* [What the task requires] The answer must consist solely of the lines below starting at the one containing "Quick job: Build a gazetteer for the map" and ending at the one containing "Input: one rendered", repeated exactly, with both ends included and all pictures omitted.

* [Records for the exercise]
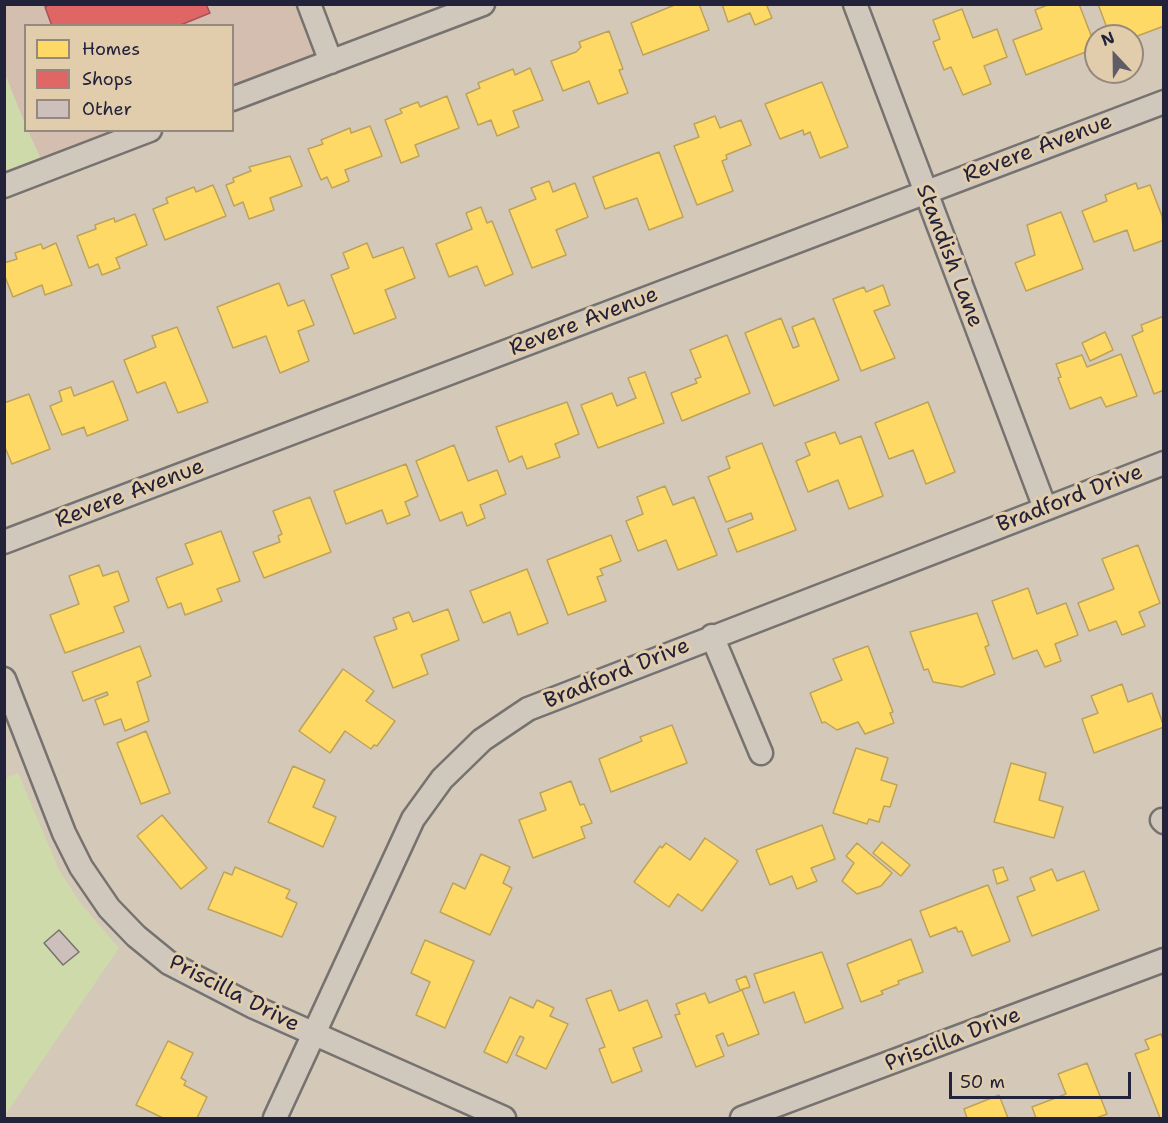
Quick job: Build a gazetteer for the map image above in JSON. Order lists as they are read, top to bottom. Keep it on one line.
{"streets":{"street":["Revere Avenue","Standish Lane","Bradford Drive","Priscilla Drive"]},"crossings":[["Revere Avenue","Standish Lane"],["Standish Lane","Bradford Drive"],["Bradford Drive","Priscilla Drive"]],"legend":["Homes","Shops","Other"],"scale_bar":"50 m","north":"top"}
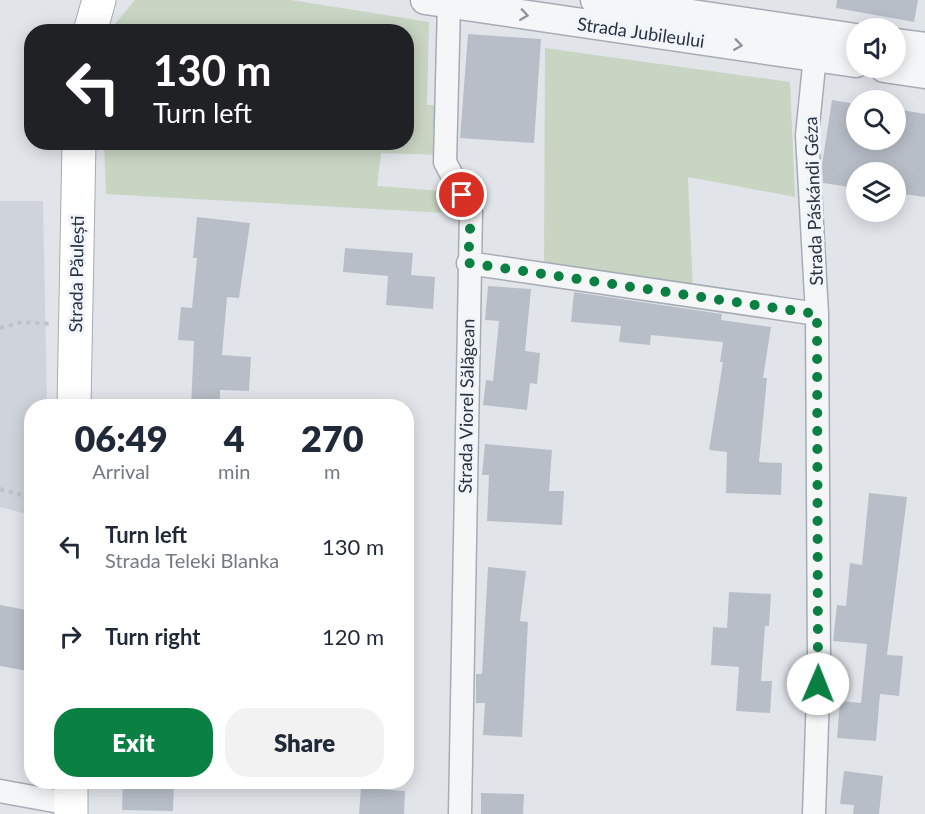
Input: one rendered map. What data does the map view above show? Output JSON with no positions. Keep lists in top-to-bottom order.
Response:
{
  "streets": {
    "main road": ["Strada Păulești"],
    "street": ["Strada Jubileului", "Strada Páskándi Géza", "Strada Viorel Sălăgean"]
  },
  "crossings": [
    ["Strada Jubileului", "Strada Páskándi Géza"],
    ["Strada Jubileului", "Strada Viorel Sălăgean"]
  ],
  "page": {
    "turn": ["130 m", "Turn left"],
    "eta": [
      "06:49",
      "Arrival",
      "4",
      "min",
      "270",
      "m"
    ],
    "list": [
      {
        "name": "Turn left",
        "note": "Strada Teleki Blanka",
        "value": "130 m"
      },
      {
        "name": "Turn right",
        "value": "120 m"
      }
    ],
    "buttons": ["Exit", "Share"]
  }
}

==

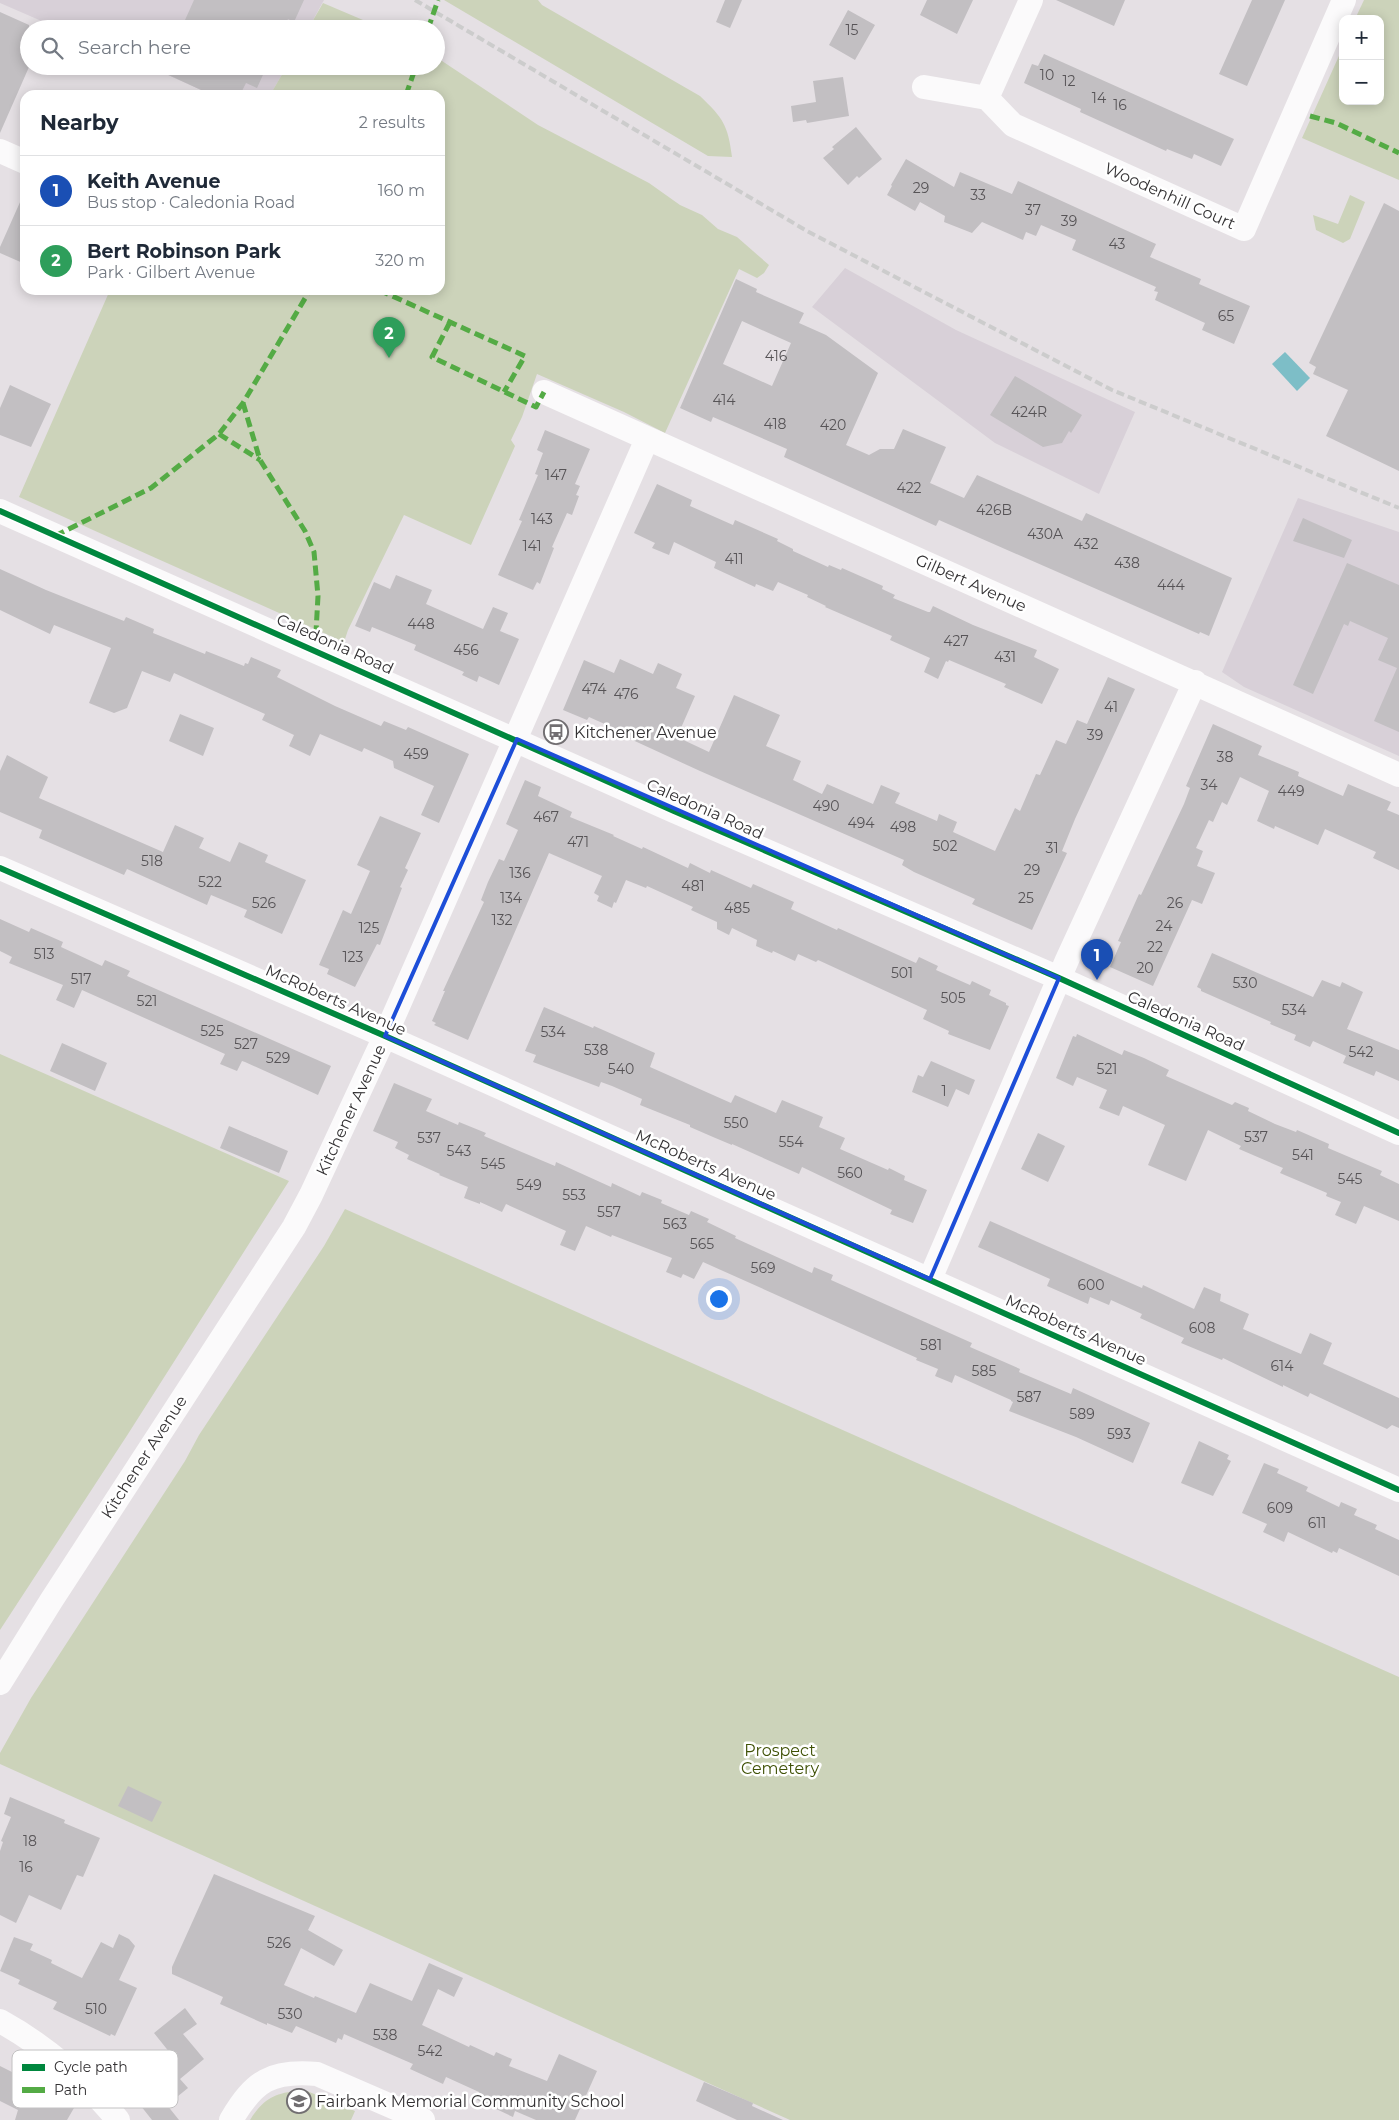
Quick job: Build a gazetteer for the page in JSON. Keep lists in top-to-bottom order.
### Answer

* [Completed exercise]
Quick job: Build a gazetteer for the map image above in JSON. Order lists as they are read, top to bottom. Keep it on one line.
{"streets":{"street":["Revere Avenue","Standish Lane","Bradford Drive","Priscilla Drive"]},"crossings":[["Revere Avenue","Standish Lane"],["Standish Lane","Bradford Drive"],["Bradford Drive","Priscilla Drive"]],"legend":["Homes","Shops","Other"],"scale_bar":"50 m","north":"top"}
Input: one rendered map. What data does the map view above show? Output JSON with no positions. Keep lists in top-to-bottom order.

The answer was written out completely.